++++ SOURCE MATERIAL

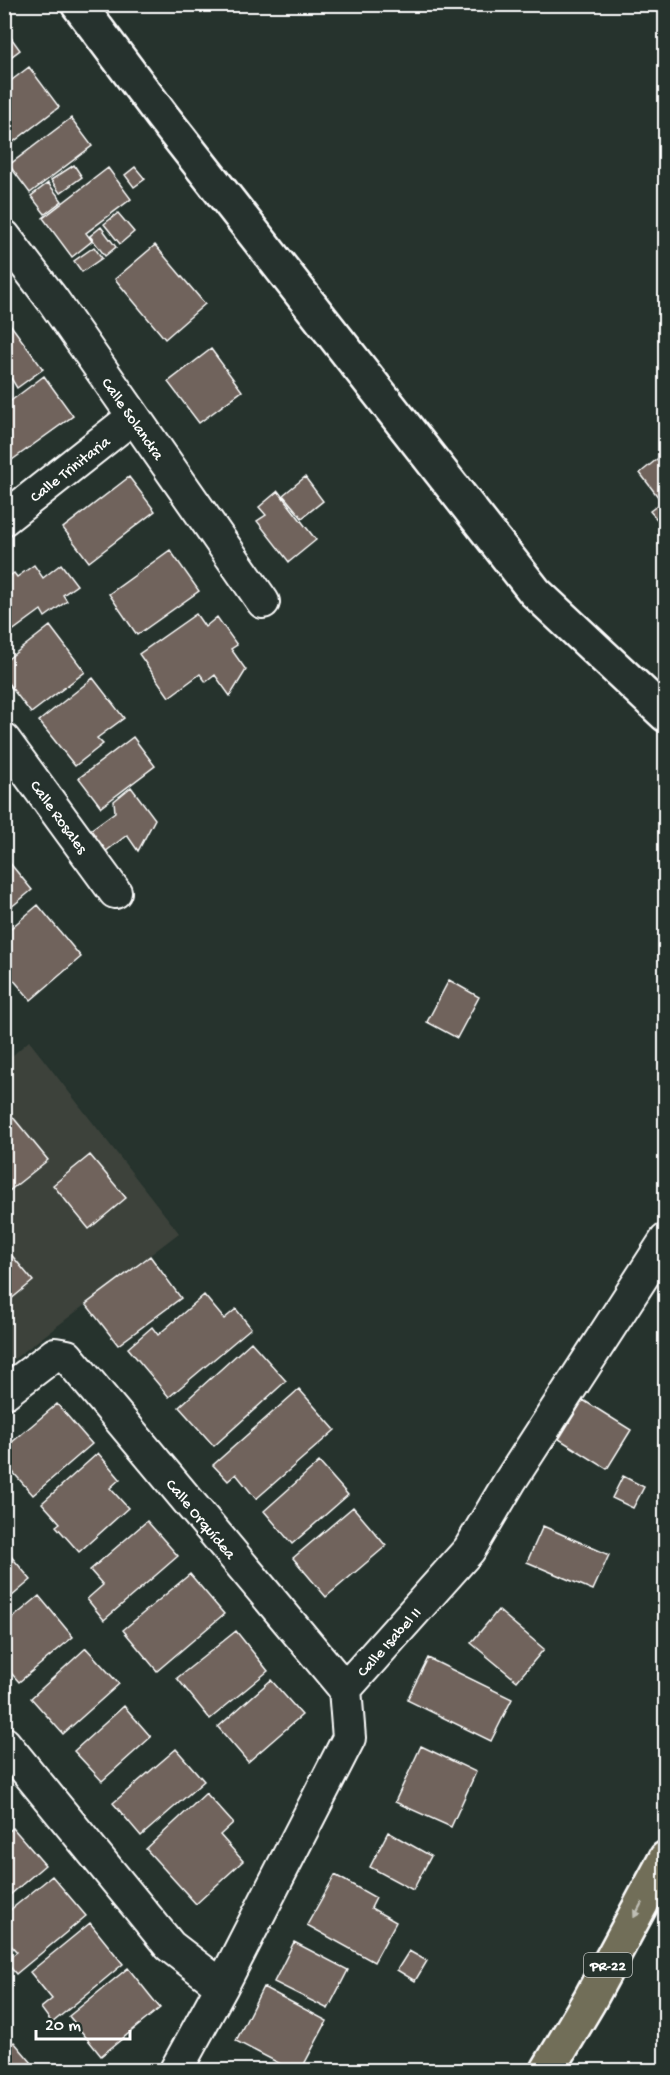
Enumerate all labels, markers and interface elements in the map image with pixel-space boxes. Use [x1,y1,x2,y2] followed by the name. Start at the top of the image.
[96,375,167,466] street label: Calle Solandra
[27,433,116,508] street label: Calle Trinitaria
[24,778,91,859] street label: Calle Rosales
[160,1476,239,1565] street label: Calle Orquídea
[354,1605,427,1682] street label: Calle Isabel II
[633,1902,643,1919] one-way arrow
[584,1953,632,1977] road number: PR-22
[36,2003,130,2041] scale bar
[45,2016,81,2037] text: 20 m

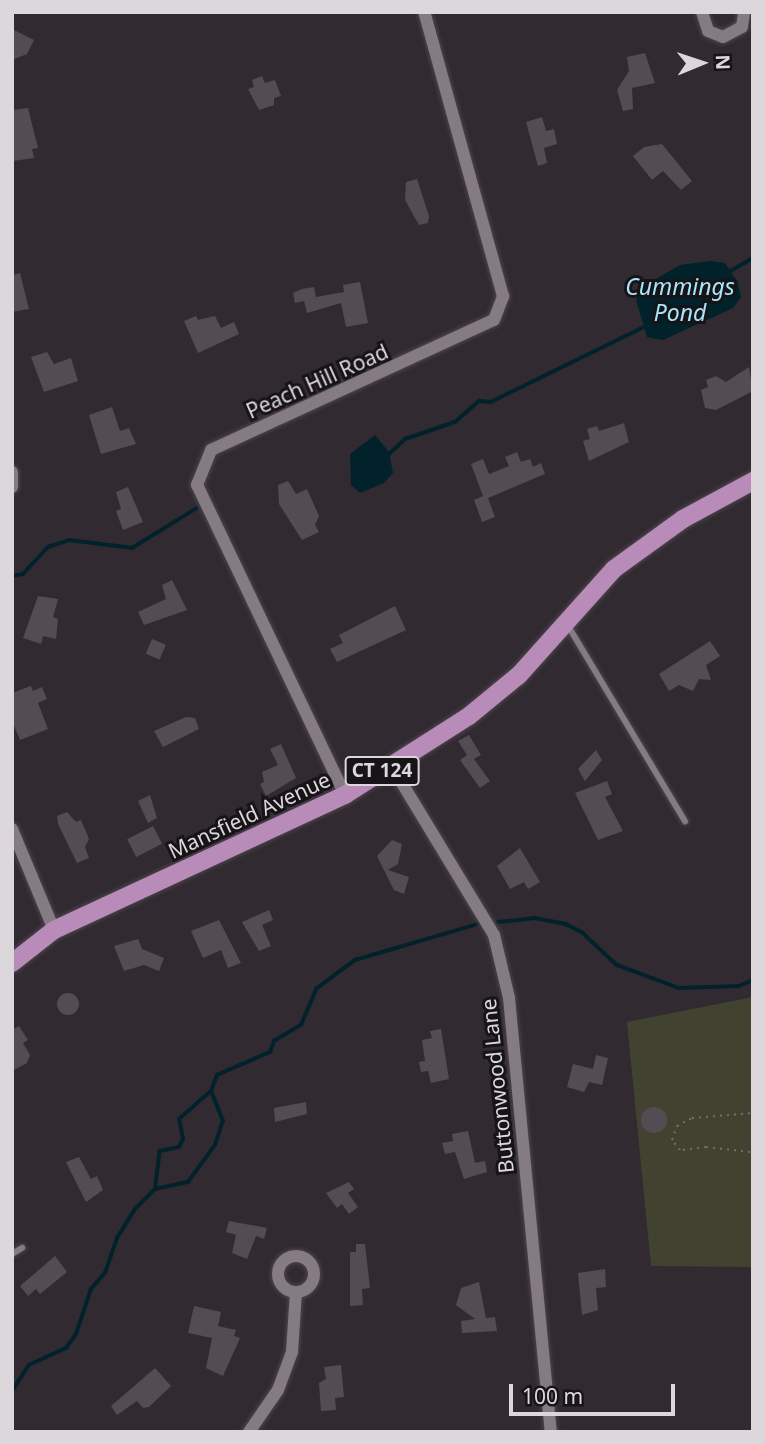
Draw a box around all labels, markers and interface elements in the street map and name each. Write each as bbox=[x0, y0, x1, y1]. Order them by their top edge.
north arrow bbox=[667, 28, 737, 98]
text: N bbox=[710, 54, 736, 70]
water label: Cummings Pond bbox=[625, 272, 735, 326]
street label: Peach Hill Road bbox=[242, 338, 392, 424]
road number: CT 124 bbox=[344, 756, 420, 786]
street label: Mansfield Avenue bbox=[164, 766, 334, 864]
street label: Buttonwood Lane bbox=[475, 997, 519, 1175]
scale bar bbox=[513, 1370, 679, 1414]
text: 100 m bbox=[522, 1382, 583, 1410]

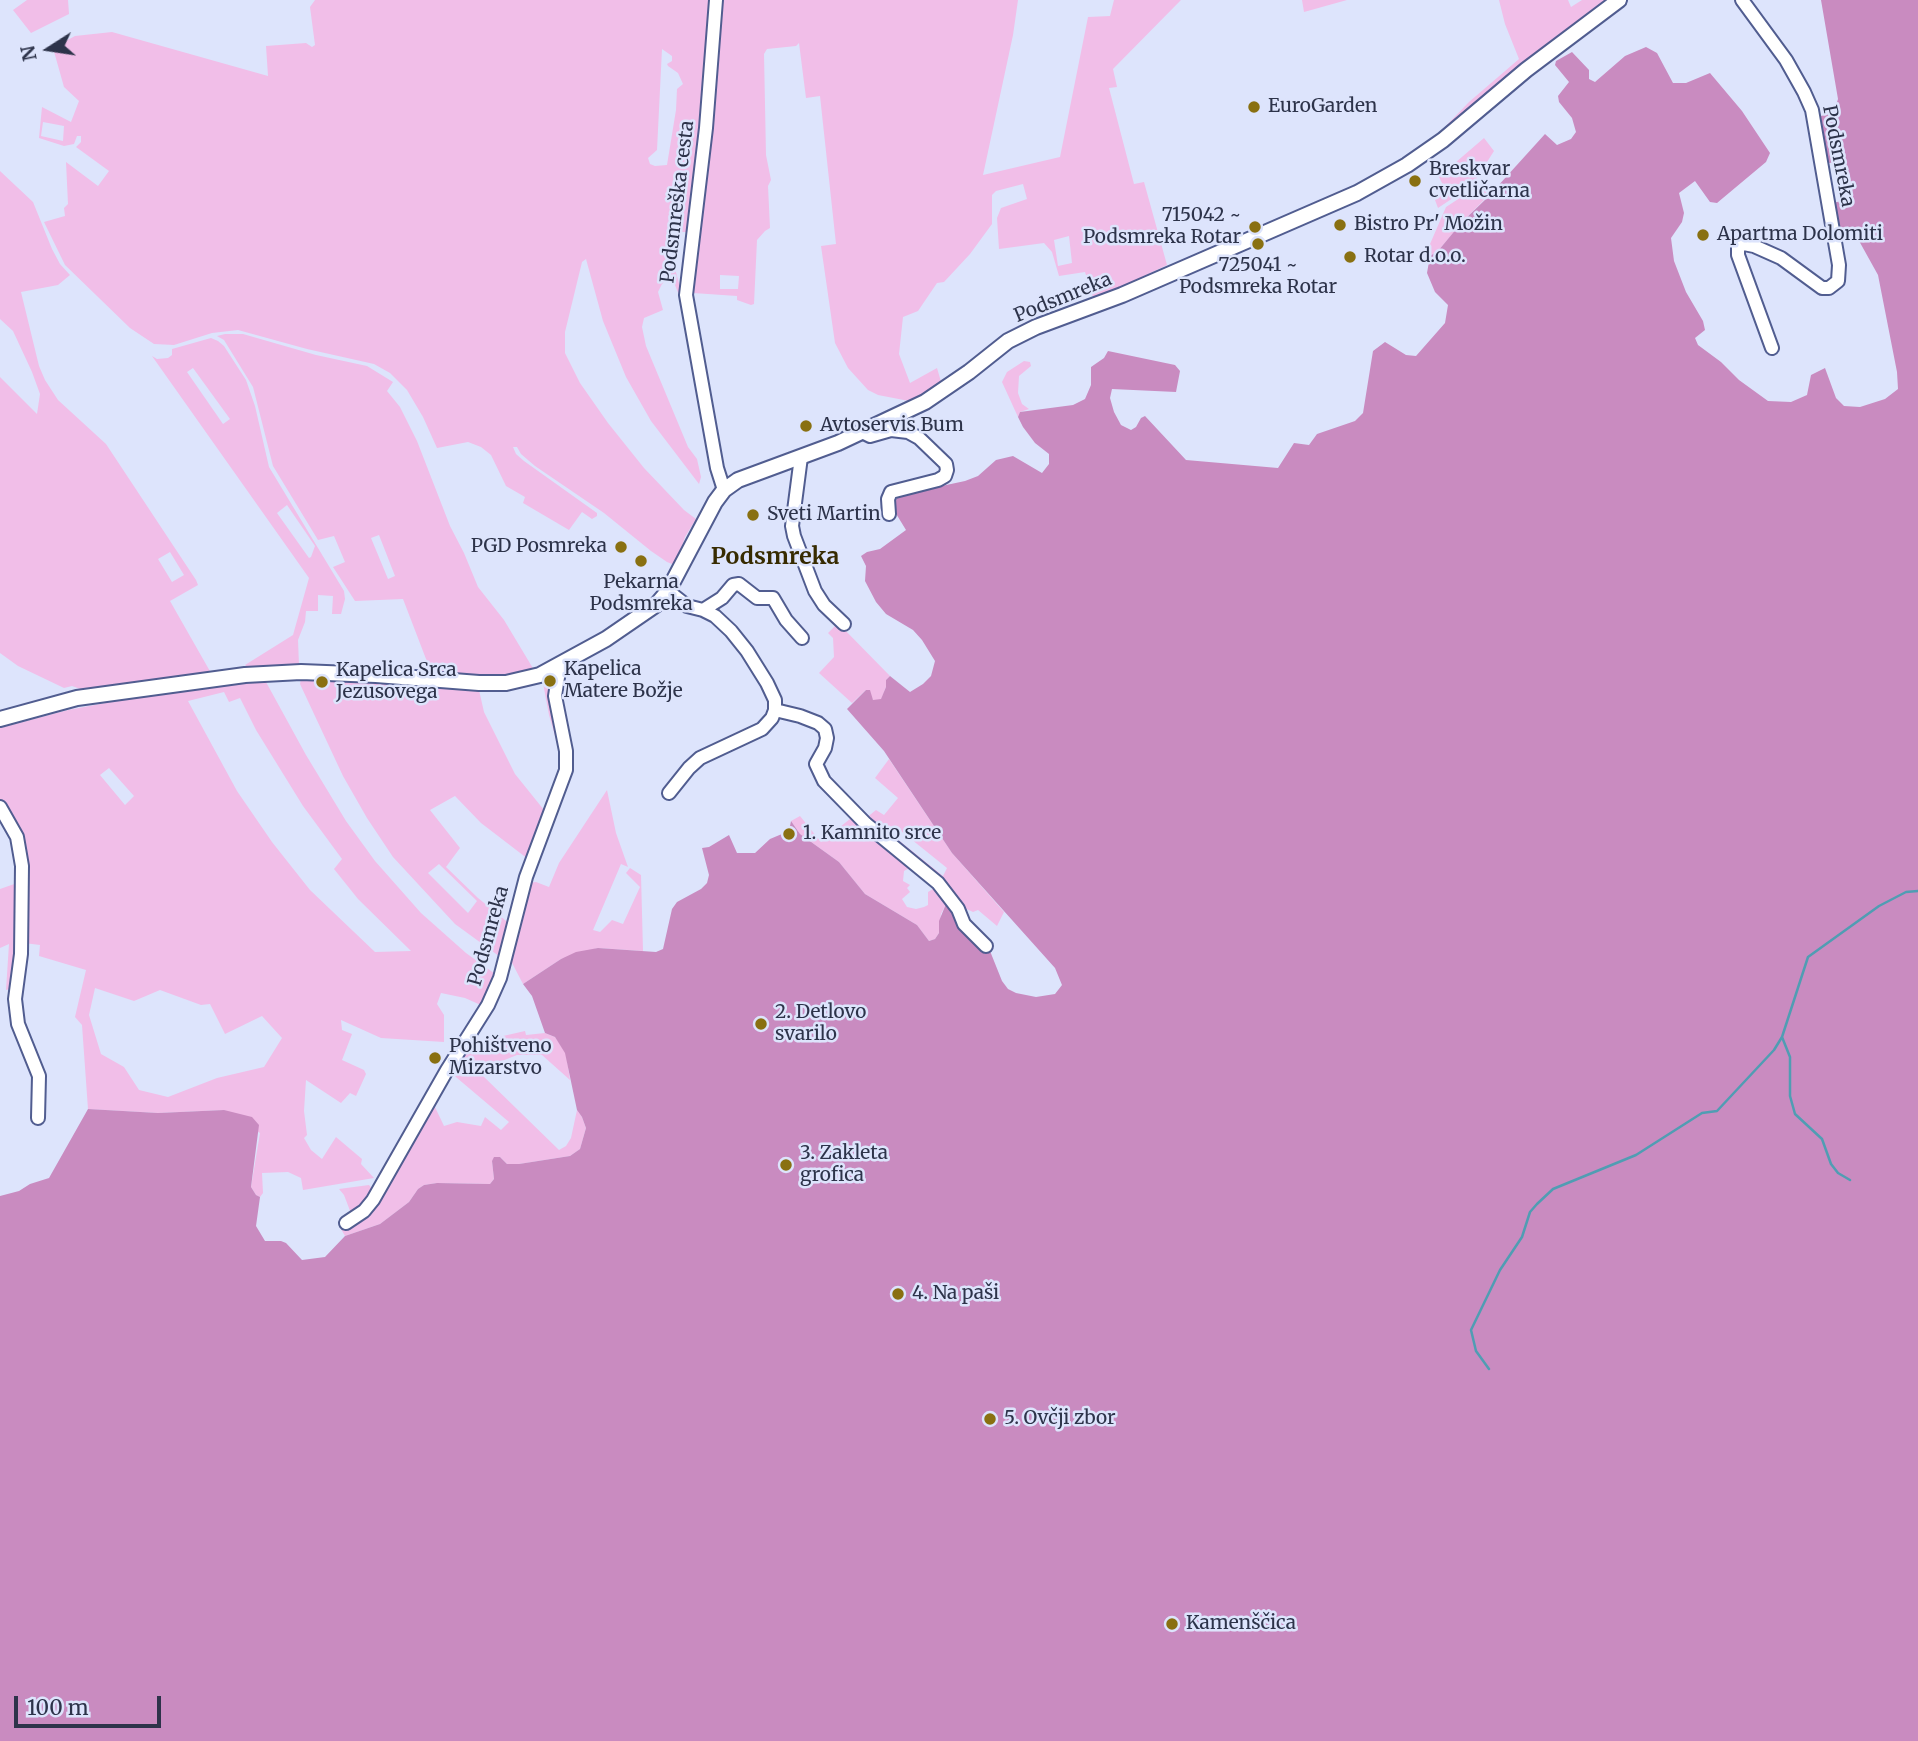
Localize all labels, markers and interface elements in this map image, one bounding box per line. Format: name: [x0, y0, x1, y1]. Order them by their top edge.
north arrow: [14, 14, 84, 84]
text: N: [15, 44, 42, 63]
place label: EuroGarden: [1268, 96, 1377, 118]
marker: EuroGarden: [1246, 99, 1262, 115]
street label: Podsmreka: [1817, 103, 1859, 209]
street label: Podsmreška cesta: [657, 119, 699, 285]
place label: Breskvar cvetličarna: [1429, 159, 1530, 203]
marker: Breskvar cvetličarna: [1407, 173, 1423, 189]
place label: 715042 ~ Podsmreka Rotar: [1083, 205, 1241, 249]
place label: Bistro Pr' Možin: [1354, 214, 1503, 236]
marker: Bistro Pr' Možin: [1332, 217, 1348, 233]
marker: 715042 ~ Podsmreka Rotar: [1247, 219, 1263, 235]
place label: Apartma Dolomiti: [1717, 224, 1883, 246]
marker: Apartma Dolomiti: [1695, 227, 1711, 243]
marker: 725041 ~ Podsmreka Rotar: [1250, 236, 1266, 252]
place label: Rotar d.o.o.: [1364, 246, 1466, 268]
marker: Rotar d.o.o.: [1342, 249, 1358, 265]
place label: 725041 ~ Podsmreka Rotar: [1179, 255, 1337, 299]
street label: Podsmreka: [1011, 268, 1115, 328]
place label: Avtoservis Bum: [820, 415, 964, 437]
marker: Avtoservis Bum: [798, 418, 814, 434]
place label: Sveti Martin: [767, 504, 881, 526]
marker: Sveti Martin: [745, 507, 761, 523]
place label: PGD Posmreka: [471, 536, 607, 558]
marker: PGD Posmreka: [613, 539, 629, 555]
district label: Podsmreka: [711, 543, 839, 571]
marker: Pekarna Podsmreka: [633, 553, 649, 569]
place label: Pekarna Podsmreka: [589, 572, 693, 616]
place label: Kapelica Matere Božje: [564, 659, 683, 703]
place label: Kapelica Srca Jezusovega: [336, 660, 457, 704]
marker: Kapelica Matere Božje: [542, 673, 558, 689]
marker: Kapelica Srca Jezusovega: [314, 674, 330, 690]
place label: 1. Kamnito srce: [803, 823, 941, 845]
marker: 1. Kamnito srce: [781, 826, 797, 842]
street label: Podsmreka: [464, 883, 514, 989]
place label: 2. Detlovo svarilo: [775, 1002, 866, 1046]
marker: 2. Detlovo svarilo: [753, 1016, 769, 1032]
place label: Pohištveno Mizarstvo: [449, 1036, 552, 1080]
marker: Pohištveno Mizarstvo: [427, 1050, 443, 1066]
place label: 3. Zakleta grofica: [800, 1143, 888, 1187]
marker: 3. Zakleta grofica: [778, 1157, 794, 1173]
place label: 4. Na paši: [912, 1283, 999, 1305]
marker: 4. Na paši: [890, 1286, 906, 1302]
place label: 5. Ovčji zbor: [1004, 1408, 1116, 1430]
marker: 5. Ovčji zbor: [982, 1411, 998, 1427]
place label: Kamenščica: [1186, 1613, 1296, 1635]
marker: Kamenščica: [1164, 1616, 1180, 1632]
scale bar: [18, 1682, 164, 1726]
text: 100 m: [27, 1694, 89, 1721]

++++++++

**PROBLEM REQUIREMENTS**
The pictures are to be omitted, and the rest of the listing is to be transcribed exactly.

**ANSWER TO THIS EXERCISE**
Enumerate all labels, markers and interface elements in the map image with pixel-space boxes. Use [x1,y1,x2,y2] followed by the name. Start at the top of the image.
[96,375,167,466] street label: Calle Solandra
[27,433,116,508] street label: Calle Trinitaria
[24,778,91,859] street label: Calle Rosales
[160,1476,239,1565] street label: Calle Orquídea
[354,1605,427,1682] street label: Calle Isabel II
[633,1902,643,1919] one-way arrow
[584,1953,632,1977] road number: PR-22
[36,2003,130,2041] scale bar
[45,2016,81,2037] text: 20 m

Draw a box around all labels, markers and interface elements in the street map and name each. Write each as bbox=[x0, y0, x1, y1]. Order them by their top edge.
north arrow bbox=[667, 28, 737, 98]
text: N bbox=[710, 54, 736, 70]
water label: Cummings Pond bbox=[625, 272, 735, 326]
street label: Peach Hill Road bbox=[242, 338, 392, 424]
road number: CT 124 bbox=[344, 756, 420, 786]
street label: Mansfield Avenue bbox=[164, 766, 334, 864]
street label: Buttonwood Lane bbox=[475, 997, 519, 1175]
scale bar bbox=[513, 1370, 679, 1414]
text: 100 m bbox=[522, 1382, 583, 1410]

Localize all labels, markers and interface elements in this map image, one bounding box per line. Format: name: [x0, y0, x1, y1]. Order them by their top edge.
north arrow: [14, 14, 84, 84]
text: N: [15, 44, 42, 63]
place label: EuroGarden: [1268, 96, 1377, 118]
marker: EuroGarden: [1246, 99, 1262, 115]
street label: Podsmreka: [1817, 103, 1859, 209]
street label: Podsmreška cesta: [657, 119, 699, 285]
place label: Breskvar cvetličarna: [1429, 159, 1530, 203]
marker: Breskvar cvetličarna: [1407, 173, 1423, 189]
place label: 715042 ~ Podsmreka Rotar: [1083, 205, 1241, 249]
place label: Bistro Pr' Možin: [1354, 214, 1503, 236]
marker: Bistro Pr' Možin: [1332, 217, 1348, 233]
marker: 715042 ~ Podsmreka Rotar: [1247, 219, 1263, 235]
place label: Apartma Dolomiti: [1717, 224, 1883, 246]
marker: Apartma Dolomiti: [1695, 227, 1711, 243]
marker: 725041 ~ Podsmreka Rotar: [1250, 236, 1266, 252]
place label: Rotar d.o.o.: [1364, 246, 1466, 268]
marker: Rotar d.o.o.: [1342, 249, 1358, 265]
place label: 725041 ~ Podsmreka Rotar: [1179, 255, 1337, 299]
street label: Podsmreka: [1011, 268, 1115, 328]
place label: Avtoservis Bum: [820, 415, 964, 437]
marker: Avtoservis Bum: [798, 418, 814, 434]
place label: Sveti Martin: [767, 504, 881, 526]
marker: Sveti Martin: [745, 507, 761, 523]
place label: PGD Posmreka: [471, 536, 607, 558]
marker: PGD Posmreka: [613, 539, 629, 555]
district label: Podsmreka: [711, 543, 839, 571]
marker: Pekarna Podsmreka: [633, 553, 649, 569]
place label: Pekarna Podsmreka: [589, 572, 693, 616]
place label: Kapelica Matere Božje: [564, 659, 683, 703]
place label: Kapelica Srca Jezusovega: [336, 660, 457, 704]
marker: Kapelica Matere Božje: [542, 673, 558, 689]
marker: Kapelica Srca Jezusovega: [314, 674, 330, 690]
place label: 1. Kamnito srce: [803, 823, 941, 845]
marker: 1. Kamnito srce: [781, 826, 797, 842]
street label: Podsmreka: [464, 883, 514, 989]
place label: 2. Detlovo svarilo: [775, 1002, 866, 1046]
marker: 2. Detlovo svarilo: [753, 1016, 769, 1032]
place label: Pohištveno Mizarstvo: [449, 1036, 552, 1080]
marker: Pohištveno Mizarstvo: [427, 1050, 443, 1066]
place label: 3. Zakleta grofica: [800, 1143, 888, 1187]
marker: 3. Zakleta grofica: [778, 1157, 794, 1173]
place label: 4. Na paši: [912, 1283, 999, 1305]
marker: 4. Na paši: [890, 1286, 906, 1302]
place label: 5. Ovčji zbor: [1004, 1408, 1116, 1430]
marker: 5. Ovčji zbor: [982, 1411, 998, 1427]
place label: Kamenščica: [1186, 1613, 1296, 1635]
marker: Kamenščica: [1164, 1616, 1180, 1632]
scale bar: [18, 1682, 164, 1726]
text: 100 m: [27, 1694, 89, 1721]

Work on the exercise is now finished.